Exercise brief: Take the entries below and print, exactly, the stretch from the line containing "display:block; font-size:42px; line-height:51px" through the line containing "display:flex; align-items:center; height:57px;", both included.

:::::

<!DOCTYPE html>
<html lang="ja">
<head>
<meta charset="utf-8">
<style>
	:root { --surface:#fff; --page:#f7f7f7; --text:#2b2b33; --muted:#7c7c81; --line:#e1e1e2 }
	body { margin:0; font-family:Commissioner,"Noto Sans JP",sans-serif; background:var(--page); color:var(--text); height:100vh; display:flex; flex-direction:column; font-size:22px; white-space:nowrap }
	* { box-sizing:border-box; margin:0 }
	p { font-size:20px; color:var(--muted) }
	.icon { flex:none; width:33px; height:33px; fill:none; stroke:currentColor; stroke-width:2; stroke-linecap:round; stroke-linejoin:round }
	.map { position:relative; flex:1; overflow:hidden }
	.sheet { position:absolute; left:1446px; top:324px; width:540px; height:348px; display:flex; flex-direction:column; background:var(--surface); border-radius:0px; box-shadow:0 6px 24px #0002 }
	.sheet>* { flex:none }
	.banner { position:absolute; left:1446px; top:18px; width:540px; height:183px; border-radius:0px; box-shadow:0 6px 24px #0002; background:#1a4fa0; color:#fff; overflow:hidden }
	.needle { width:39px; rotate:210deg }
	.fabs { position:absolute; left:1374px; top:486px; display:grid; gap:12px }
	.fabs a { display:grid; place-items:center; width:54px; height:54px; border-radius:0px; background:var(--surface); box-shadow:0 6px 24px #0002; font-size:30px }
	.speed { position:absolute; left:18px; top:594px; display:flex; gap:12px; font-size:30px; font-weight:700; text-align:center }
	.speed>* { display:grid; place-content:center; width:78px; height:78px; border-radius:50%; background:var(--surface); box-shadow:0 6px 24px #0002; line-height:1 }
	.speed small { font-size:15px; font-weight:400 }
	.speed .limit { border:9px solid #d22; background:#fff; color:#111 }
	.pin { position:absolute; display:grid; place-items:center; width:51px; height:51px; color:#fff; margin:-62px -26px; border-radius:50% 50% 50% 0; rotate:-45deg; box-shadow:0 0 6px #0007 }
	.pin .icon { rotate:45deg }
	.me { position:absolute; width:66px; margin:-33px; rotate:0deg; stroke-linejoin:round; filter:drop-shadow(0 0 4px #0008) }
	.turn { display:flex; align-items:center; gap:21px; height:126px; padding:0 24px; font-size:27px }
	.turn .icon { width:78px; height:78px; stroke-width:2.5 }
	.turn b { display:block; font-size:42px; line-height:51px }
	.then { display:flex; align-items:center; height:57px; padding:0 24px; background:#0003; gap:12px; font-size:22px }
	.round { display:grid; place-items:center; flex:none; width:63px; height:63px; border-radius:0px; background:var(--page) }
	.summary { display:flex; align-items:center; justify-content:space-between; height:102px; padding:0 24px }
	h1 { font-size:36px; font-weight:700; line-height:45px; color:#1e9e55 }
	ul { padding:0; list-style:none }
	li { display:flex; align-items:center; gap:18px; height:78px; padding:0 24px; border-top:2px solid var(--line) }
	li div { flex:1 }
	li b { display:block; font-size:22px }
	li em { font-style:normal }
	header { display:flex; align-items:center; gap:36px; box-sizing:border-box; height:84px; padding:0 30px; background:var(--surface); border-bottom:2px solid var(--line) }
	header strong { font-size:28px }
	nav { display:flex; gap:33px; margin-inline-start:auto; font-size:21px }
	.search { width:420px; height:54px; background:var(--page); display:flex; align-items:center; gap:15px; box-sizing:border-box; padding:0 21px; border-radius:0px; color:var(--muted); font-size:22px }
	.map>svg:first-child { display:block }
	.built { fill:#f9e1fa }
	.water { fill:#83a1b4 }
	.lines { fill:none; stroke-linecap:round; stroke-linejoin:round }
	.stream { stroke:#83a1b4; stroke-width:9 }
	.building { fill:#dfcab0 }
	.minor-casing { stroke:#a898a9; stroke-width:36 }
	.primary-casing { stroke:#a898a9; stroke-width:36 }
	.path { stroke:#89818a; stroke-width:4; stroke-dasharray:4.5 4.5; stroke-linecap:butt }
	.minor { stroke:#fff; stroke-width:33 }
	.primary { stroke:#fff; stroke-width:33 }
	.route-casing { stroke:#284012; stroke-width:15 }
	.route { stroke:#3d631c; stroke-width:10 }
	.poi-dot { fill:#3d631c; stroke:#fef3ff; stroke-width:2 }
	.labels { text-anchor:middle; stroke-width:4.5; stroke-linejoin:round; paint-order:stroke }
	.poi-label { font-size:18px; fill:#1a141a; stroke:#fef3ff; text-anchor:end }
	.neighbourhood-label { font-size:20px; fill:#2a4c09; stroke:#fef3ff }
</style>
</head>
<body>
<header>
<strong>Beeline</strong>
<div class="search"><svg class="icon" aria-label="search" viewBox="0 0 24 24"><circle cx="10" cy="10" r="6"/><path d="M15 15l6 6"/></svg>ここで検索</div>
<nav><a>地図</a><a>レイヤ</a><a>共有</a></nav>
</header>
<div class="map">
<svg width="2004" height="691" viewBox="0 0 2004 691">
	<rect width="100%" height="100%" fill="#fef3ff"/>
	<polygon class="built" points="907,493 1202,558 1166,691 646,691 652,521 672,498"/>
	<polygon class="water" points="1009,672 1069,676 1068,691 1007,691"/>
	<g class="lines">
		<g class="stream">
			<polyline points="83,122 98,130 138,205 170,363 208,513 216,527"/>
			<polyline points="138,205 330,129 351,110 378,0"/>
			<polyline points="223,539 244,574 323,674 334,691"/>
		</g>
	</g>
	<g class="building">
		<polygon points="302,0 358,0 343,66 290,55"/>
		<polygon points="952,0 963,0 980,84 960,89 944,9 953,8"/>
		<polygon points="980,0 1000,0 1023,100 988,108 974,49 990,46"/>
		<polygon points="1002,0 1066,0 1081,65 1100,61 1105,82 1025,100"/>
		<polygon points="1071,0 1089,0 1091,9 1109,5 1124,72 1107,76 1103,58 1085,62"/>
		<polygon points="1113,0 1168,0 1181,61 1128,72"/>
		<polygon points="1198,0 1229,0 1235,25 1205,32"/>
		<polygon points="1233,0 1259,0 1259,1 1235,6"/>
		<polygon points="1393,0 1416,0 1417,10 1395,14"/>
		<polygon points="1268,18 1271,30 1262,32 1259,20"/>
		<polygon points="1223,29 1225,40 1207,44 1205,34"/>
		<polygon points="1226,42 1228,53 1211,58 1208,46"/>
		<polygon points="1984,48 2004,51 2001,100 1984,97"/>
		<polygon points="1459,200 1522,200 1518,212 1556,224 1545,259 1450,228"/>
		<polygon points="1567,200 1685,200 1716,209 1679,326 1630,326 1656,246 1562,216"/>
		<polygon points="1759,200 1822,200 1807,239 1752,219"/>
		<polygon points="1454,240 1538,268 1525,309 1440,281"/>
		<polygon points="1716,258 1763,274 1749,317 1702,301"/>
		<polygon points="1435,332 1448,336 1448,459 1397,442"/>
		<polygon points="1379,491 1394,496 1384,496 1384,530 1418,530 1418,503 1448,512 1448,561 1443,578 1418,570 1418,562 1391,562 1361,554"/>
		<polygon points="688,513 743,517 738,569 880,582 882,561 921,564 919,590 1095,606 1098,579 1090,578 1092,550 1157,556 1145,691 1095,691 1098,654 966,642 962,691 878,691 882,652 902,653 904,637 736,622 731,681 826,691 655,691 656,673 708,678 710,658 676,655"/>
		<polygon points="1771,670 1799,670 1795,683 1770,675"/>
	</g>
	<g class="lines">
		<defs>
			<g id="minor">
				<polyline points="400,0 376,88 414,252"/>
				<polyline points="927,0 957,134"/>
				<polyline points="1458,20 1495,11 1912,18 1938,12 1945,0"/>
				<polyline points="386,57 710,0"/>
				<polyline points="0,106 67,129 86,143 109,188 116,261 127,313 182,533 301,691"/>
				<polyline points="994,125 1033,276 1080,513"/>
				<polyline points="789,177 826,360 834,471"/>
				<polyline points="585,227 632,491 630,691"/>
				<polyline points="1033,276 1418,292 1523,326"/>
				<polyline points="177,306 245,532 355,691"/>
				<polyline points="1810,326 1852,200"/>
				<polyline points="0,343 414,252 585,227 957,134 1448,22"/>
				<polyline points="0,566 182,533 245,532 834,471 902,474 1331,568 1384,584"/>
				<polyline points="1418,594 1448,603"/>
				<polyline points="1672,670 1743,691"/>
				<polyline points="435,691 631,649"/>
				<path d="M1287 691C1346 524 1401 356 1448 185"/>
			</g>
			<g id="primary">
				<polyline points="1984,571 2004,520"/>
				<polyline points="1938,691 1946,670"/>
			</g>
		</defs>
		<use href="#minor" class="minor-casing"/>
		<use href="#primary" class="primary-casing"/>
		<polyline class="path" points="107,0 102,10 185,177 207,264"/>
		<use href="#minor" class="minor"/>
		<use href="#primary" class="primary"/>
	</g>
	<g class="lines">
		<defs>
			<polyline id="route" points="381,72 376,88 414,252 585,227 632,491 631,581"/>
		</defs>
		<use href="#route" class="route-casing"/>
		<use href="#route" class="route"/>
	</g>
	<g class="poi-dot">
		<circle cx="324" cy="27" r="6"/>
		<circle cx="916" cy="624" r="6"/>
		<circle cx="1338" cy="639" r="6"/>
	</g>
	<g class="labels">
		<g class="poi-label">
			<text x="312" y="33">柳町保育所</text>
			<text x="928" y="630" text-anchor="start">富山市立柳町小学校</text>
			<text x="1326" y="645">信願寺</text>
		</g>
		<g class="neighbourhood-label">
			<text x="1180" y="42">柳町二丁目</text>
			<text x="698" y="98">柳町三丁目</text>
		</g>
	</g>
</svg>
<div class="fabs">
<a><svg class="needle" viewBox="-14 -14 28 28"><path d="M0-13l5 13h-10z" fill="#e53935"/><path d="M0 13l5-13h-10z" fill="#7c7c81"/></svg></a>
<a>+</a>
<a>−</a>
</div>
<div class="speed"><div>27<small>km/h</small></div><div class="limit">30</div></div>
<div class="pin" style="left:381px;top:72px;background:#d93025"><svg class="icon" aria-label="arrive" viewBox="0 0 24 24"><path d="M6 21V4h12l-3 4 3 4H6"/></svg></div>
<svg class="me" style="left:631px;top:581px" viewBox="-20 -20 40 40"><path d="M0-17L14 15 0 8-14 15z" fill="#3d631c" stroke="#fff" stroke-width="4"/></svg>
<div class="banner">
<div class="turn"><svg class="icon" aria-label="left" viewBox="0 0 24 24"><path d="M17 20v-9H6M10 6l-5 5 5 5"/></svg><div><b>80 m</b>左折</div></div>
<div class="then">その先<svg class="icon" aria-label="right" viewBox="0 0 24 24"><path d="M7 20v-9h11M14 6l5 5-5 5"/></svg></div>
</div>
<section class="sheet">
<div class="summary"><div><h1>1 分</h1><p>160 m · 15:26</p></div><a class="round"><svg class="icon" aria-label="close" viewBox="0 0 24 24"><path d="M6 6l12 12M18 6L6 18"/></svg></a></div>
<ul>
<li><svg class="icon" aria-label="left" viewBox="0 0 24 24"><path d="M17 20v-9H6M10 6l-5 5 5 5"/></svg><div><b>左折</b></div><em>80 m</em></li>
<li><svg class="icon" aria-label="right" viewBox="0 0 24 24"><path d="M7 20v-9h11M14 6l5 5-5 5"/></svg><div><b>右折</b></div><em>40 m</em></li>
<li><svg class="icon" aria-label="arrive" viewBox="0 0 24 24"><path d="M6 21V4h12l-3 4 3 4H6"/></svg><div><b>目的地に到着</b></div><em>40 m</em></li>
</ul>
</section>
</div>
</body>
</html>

:::::

Answer space:
	.turn b { display:block; font-size:42px; line-height:51px }
	.then { display:flex; align-items:center; height:57px; padding:0 24px; background:#0003; gap:12px; font-size:22px }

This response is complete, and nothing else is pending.